=== DESCRIPTION OF THE TASK ===
Track down each line below containing the string "Vespucio" and copy it.

=== DATASET ENTRIES ===
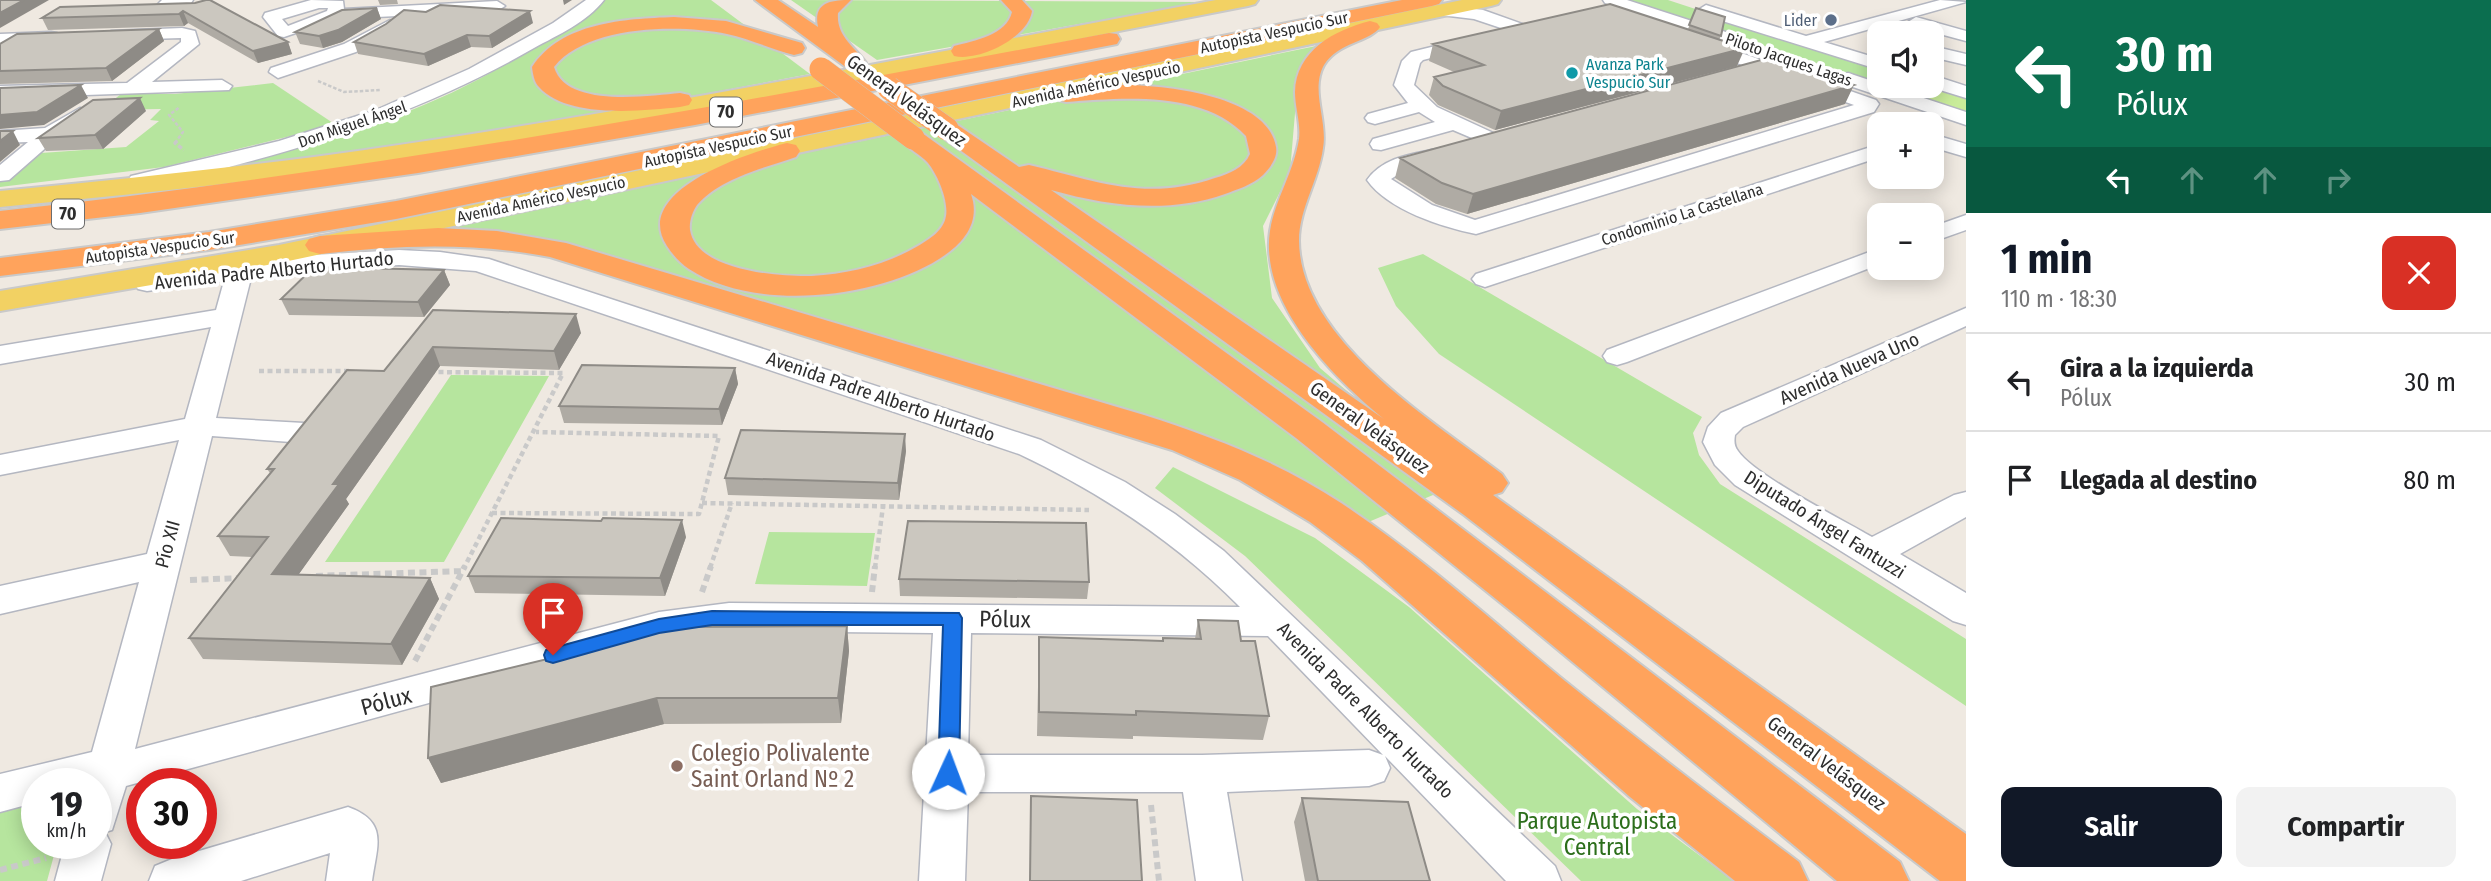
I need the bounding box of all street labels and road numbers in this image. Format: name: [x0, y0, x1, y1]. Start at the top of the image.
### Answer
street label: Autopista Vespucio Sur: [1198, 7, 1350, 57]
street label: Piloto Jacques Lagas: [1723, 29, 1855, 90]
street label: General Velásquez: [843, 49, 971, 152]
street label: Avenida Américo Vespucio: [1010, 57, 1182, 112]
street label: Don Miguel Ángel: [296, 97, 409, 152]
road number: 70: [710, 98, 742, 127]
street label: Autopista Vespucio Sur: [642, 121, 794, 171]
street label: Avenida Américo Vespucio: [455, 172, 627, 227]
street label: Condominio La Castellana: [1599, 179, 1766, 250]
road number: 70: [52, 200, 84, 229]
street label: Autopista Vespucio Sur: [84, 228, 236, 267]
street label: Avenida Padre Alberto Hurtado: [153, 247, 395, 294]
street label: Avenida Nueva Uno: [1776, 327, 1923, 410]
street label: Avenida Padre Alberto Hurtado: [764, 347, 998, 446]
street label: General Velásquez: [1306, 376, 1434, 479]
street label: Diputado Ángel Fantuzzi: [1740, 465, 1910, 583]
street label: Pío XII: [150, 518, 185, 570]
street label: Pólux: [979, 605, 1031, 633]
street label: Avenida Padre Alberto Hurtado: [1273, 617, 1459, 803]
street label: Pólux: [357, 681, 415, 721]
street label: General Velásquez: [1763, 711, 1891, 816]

=== SOLUTION TO THIS EXERCISE ===
street label: Autopista Vespucio Sur: [1198, 7, 1350, 57]
street label: Avenida Américo Vespucio: [1010, 57, 1182, 112]
street label: Autopista Vespucio Sur: [642, 121, 794, 171]
street label: Avenida Américo Vespucio: [455, 172, 627, 227]
street label: Autopista Vespucio Sur: [84, 228, 236, 267]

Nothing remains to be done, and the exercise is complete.